*** Dataset excerpts Section Begins ***
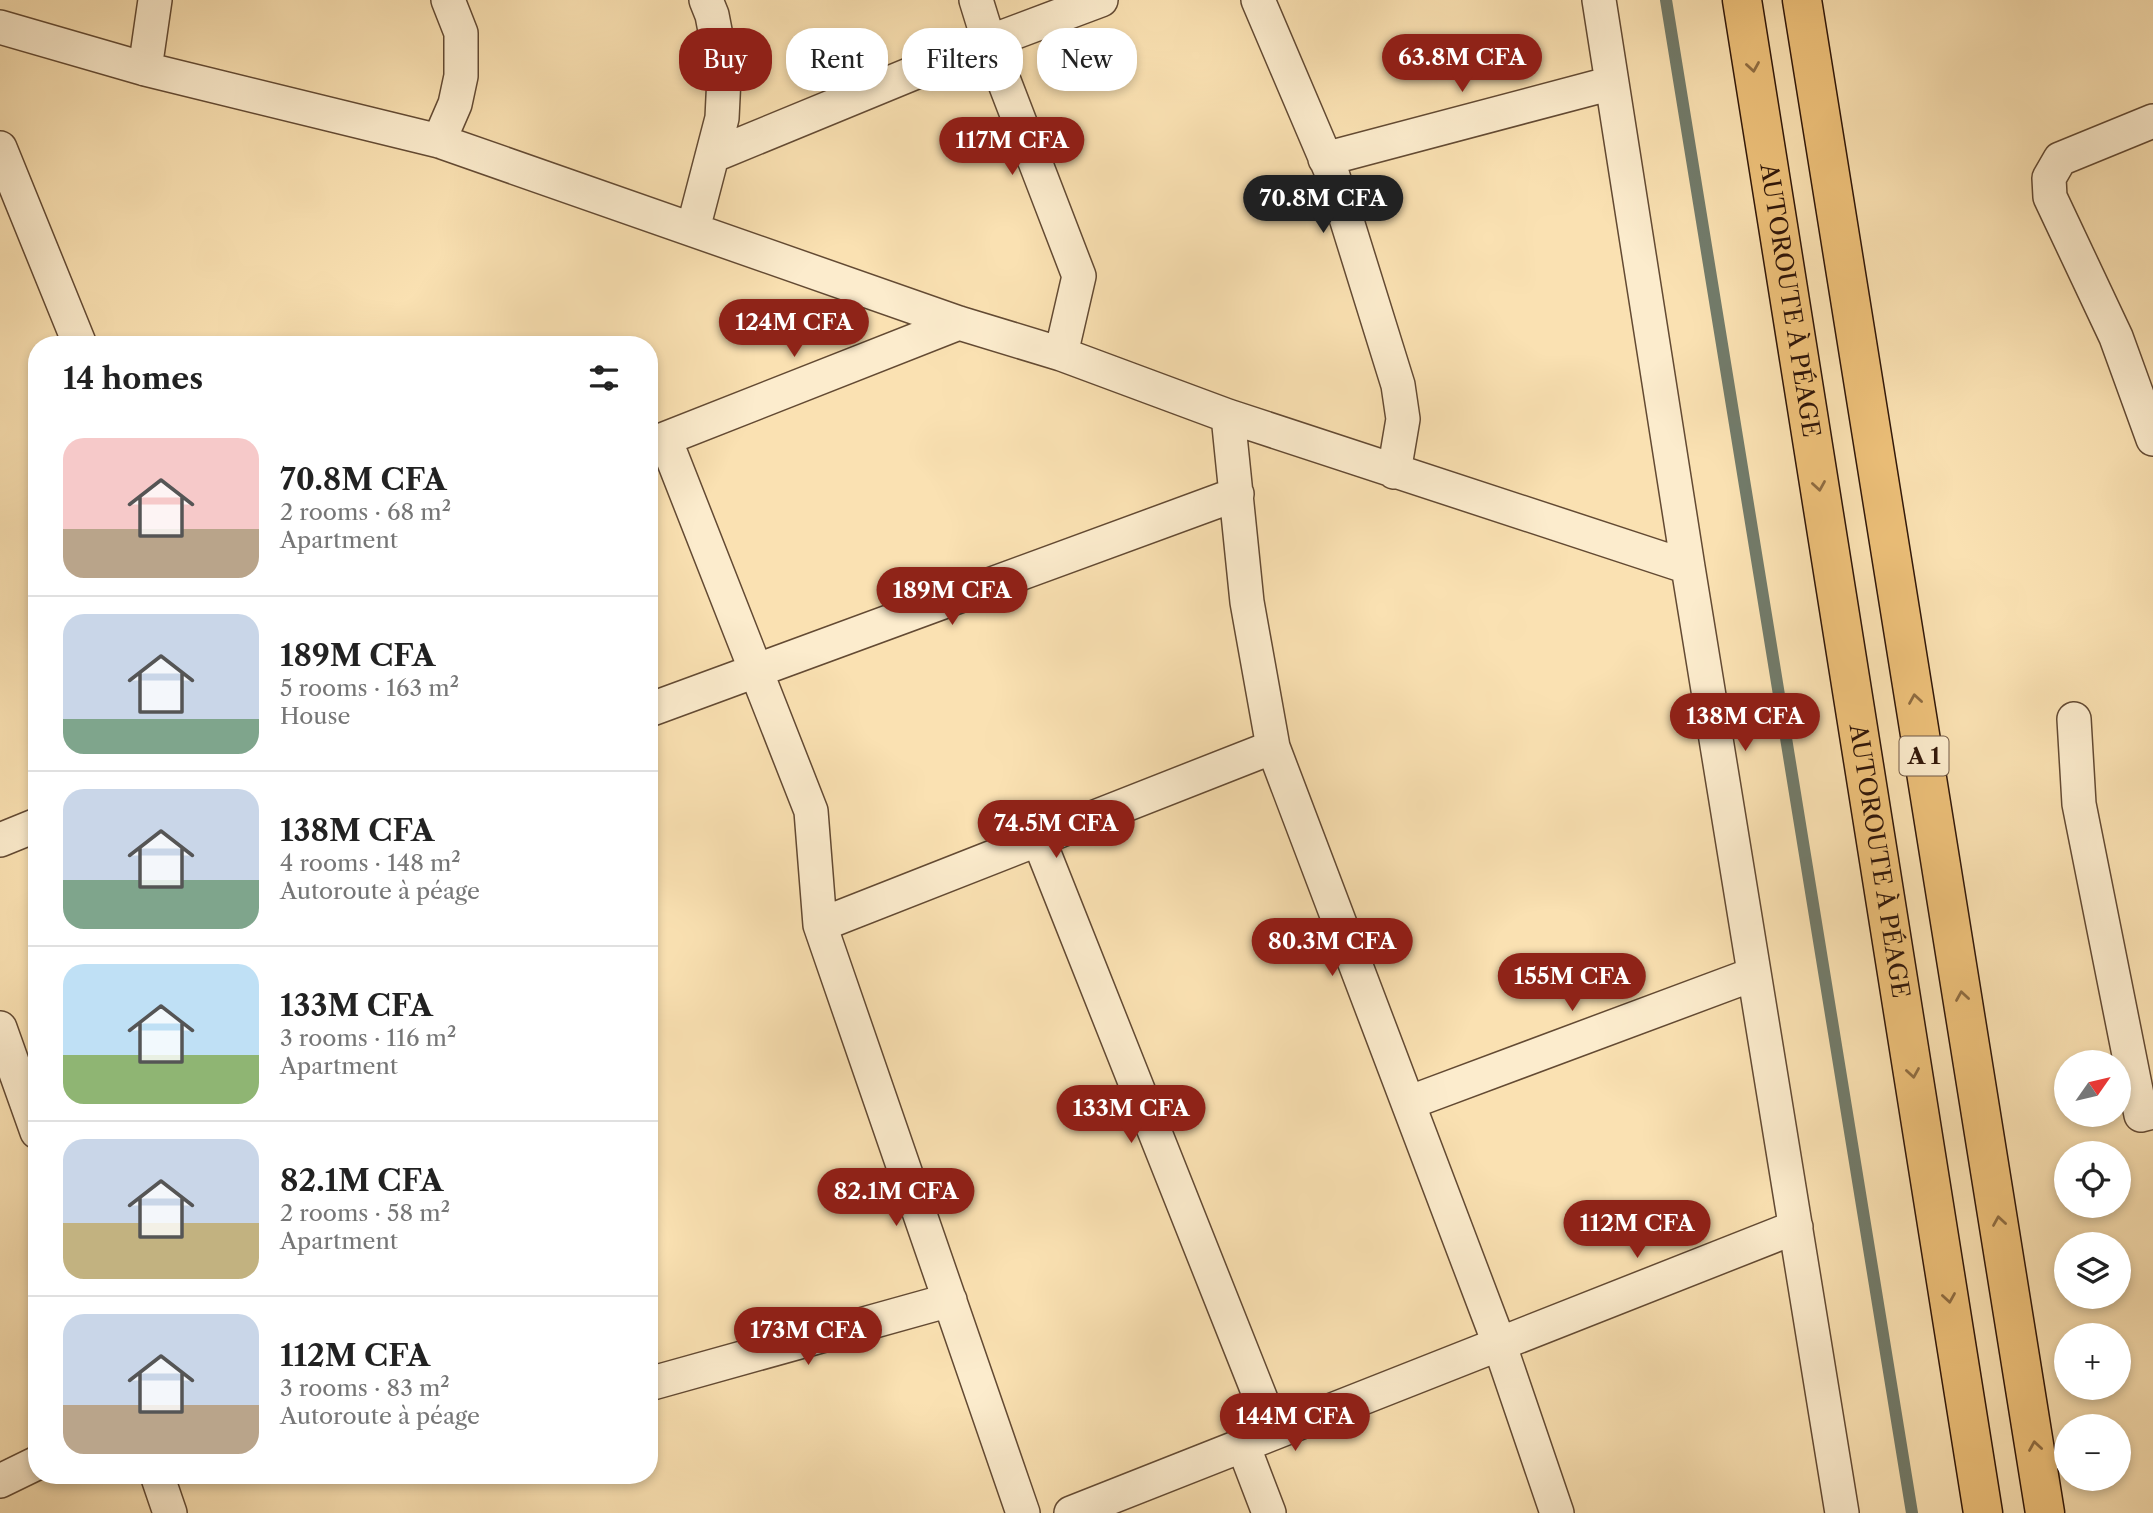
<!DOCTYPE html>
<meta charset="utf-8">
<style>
:root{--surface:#fff;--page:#f2f2f2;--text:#222;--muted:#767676;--line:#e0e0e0;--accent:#8f2418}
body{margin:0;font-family:"Libre Caslon Text",serif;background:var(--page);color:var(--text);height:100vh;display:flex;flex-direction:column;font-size:26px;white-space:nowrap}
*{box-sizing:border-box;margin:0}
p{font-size:23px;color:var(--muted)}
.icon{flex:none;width:38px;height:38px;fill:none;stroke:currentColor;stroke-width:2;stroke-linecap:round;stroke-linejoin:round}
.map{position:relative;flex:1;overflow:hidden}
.details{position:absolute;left:28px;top:336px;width:630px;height:1148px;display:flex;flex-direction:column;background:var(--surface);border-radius:28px;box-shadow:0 4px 10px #0003}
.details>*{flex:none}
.hud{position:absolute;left:679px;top:28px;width:665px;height:63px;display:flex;gap:14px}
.needle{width:46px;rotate:56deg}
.fabs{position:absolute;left:2054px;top:1050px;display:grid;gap:14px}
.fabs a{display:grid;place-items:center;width:77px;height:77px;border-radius:50%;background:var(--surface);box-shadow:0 4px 10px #0003;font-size:35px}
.price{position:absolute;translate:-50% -60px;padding:0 16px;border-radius:24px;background:var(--accent);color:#fff;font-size:23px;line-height:46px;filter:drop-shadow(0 2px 4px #0008)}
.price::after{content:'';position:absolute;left:50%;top:42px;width:21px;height:16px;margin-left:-10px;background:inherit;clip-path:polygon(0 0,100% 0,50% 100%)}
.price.selected{background:#222;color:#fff}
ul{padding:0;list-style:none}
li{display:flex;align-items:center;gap:21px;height:175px;padding:0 35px}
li+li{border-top:2px solid var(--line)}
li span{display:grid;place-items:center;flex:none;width:196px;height:140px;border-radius:21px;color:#555}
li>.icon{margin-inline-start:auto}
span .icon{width:84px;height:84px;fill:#fffc;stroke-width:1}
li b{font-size:30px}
h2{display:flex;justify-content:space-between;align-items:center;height:84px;padding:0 35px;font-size:30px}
.tag{padding:0 24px;border-radius:28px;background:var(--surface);box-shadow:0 4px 10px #0003;font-size:24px;line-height:63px}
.tag.selected{background:var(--accent);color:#fff}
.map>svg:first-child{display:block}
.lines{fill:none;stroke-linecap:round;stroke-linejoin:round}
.stream{stroke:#727b6a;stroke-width:12}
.minor-casing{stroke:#634a33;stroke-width:36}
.motorway-casing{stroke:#311709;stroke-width:41}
.minor{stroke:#fceccd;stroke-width:33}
.motorway{stroke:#edc079;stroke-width:38}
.oneway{stroke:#8f6c41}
.labels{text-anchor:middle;stroke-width:7;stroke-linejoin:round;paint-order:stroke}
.shield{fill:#fceccd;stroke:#6e5744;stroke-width:2}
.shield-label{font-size:23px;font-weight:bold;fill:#311709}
.street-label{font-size:24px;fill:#311709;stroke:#fceccd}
</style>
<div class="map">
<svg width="2153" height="1513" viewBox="0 0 2153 1513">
<rect width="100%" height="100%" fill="#fae1b2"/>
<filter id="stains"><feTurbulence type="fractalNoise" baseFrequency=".00286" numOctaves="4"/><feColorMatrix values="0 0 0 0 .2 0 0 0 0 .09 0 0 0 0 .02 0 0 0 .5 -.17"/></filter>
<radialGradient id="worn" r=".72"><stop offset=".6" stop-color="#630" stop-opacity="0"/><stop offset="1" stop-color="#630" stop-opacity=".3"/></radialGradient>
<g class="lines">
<!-- stream -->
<path class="stream" d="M1666,0L1912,1513"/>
<!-- minor casing -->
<g class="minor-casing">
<path id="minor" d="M976,0L989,42L1079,276L1061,354
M1258,0L1333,176L1398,385L1403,419L1394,472
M1599,0L1688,567L1842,1513
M0,27L145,69L439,141L959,323L1061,354L1228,416L1688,567
M145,69L155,0
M2153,121L2060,159L2049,178L2050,197L2116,337L2153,439
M439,141L455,104L461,76V33L448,0
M0,148L80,345
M712,156L989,42L1101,0
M1325,159L1612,83
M693,229L722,118L724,77L712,15L706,0
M1228,416L1247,602L1273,747L1499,1343L1557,1513
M665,439L811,811L820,925L1023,1513
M649,445L959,323
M649,710L1237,494
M2074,719L2079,804L2141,1115L2153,1112
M1038,838L1274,1432
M0,840L37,825
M820,925L1273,747
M0,1028L37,1132
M1408,1103L1754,974
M649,1384L950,1300
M1243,1445L1269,1513
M157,1475L170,1513
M0,1481L37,1463
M1071,1513L1796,1227"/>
</g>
<!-- motorway casing -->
<g class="motorway-casing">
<g id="motorway">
<path id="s1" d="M1742,0L1983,1513"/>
<path d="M1802,0L2045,1513"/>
</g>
</g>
<!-- minor -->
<use href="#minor" class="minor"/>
<!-- motorway -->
<use href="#motorway" class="motorway"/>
</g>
<!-- one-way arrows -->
<defs><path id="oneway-chevron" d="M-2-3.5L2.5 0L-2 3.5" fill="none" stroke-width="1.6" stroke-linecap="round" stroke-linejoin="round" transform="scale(1.75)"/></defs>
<g class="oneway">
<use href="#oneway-chevron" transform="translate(1753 67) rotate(81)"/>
<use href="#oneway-chevron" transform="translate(1819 486) rotate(81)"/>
<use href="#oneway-chevron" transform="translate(1915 699) rotate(-99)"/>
<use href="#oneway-chevron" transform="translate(1962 996) rotate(-99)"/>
<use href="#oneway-chevron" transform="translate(1913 1073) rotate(81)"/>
<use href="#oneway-chevron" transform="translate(1999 1221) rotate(-99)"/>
<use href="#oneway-chevron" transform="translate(1949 1298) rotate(81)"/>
<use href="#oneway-chevron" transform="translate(2035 1446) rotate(-99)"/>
</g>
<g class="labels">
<!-- shield labels -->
<rect class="shield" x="1899.5" y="736.5" width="49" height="39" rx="5"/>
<g class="shield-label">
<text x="1924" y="764">A 1</text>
</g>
<!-- street labels -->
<g class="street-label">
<text dy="8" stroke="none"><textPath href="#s1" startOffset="304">AUTOROUTE À PÉAGE</textPath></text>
<text dy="8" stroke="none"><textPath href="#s1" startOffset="872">AUTOROUTE À PÉAGE</textPath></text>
</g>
</g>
<rect width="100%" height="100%" filter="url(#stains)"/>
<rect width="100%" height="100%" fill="url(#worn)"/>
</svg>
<div class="fabs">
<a><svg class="needle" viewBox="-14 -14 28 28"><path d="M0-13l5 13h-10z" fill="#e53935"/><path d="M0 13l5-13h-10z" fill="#767676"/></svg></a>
<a><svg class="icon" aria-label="locate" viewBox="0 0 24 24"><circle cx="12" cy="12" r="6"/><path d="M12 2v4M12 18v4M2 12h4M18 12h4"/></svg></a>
<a><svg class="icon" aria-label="layers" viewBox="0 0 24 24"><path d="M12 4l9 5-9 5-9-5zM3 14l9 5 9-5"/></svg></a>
<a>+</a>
<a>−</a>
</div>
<b class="price" style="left:1462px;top:94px">63.8M CFA</b>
<b class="price" style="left:1012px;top:177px">117M CFA</b>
<b class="price selected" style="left:1323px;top:235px">70.8M CFA</b>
<b class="price" style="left:794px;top:359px">124M CFA</b>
<b class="price" style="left:952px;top:627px">189M CFA</b>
<b class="price" style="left:1745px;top:753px">138M CFA</b>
<b class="price" style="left:1056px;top:860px">74.5M CFA</b>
<b class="price" style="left:1332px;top:978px">80.3M CFA</b>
<b class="price" style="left:1572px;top:1013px">155M CFA</b>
<b class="price" style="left:1131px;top:1145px">133M CFA</b>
<b class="price" style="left:896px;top:1228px">82.1M CFA</b>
<b class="price" style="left:1637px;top:1260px">112M CFA</b>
<b class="price" style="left:808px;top:1367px">173M CFA</b>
<b class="price" style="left:1295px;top:1453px">144M CFA</b>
<div class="hud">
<a class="tag selected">Buy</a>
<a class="tag">Rent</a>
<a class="tag">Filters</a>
<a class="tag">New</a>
</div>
<section class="details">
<h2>14 homes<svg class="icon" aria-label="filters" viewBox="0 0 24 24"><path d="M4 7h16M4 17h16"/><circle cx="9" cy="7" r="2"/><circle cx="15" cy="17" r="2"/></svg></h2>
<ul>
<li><span style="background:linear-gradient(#f6c9c9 65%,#b9a48a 0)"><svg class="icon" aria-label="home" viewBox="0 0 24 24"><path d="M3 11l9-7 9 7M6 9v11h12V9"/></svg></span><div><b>70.8M CFA</b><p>2 rooms · 68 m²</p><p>Apartment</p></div></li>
<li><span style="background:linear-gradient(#c9d6e8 75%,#7fa58c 0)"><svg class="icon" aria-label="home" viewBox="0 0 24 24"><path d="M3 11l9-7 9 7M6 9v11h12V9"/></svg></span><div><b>189M CFA</b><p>5 rooms · 163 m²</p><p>House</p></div></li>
<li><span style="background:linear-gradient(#c9d6e8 65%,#7fa58c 0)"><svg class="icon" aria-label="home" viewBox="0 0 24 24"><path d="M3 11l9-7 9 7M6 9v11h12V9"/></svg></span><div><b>138M CFA</b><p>4 rooms · 148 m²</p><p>Autoroute à péage</p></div></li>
<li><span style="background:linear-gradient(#bfe0f5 65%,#8fb573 0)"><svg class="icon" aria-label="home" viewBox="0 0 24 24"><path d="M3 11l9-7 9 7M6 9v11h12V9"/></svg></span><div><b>133M CFA</b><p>3 rooms · 116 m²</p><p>Apartment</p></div></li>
<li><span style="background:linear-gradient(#c9d6e8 60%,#c2b280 0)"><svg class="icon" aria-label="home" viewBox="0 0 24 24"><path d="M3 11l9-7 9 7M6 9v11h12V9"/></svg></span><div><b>82.1M CFA</b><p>2 rooms · 58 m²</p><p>Apartment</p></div></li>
<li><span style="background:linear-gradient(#c9d6e8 65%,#b9a48a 0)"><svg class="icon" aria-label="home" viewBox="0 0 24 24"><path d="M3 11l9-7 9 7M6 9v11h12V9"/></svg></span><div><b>112M CFA</b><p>3 rooms · 83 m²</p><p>Autoroute à péage</p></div></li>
</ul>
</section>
</div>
*** Dataset excerpts Section Ends ***
» **Exercise goal**
Bring together all lines of the entries above in which the string "place" occurs.

» **Output below**
.fabs a{display:grid;place-items:center;width:77px;height:77px;border-radius:50%;background:var(--surface);box-shadow:0 4px 10px #0003;font-size:35px}
li span{display:grid;place-items:center;flex:none;width:196px;height:140px;border-radius:21px;color:#555}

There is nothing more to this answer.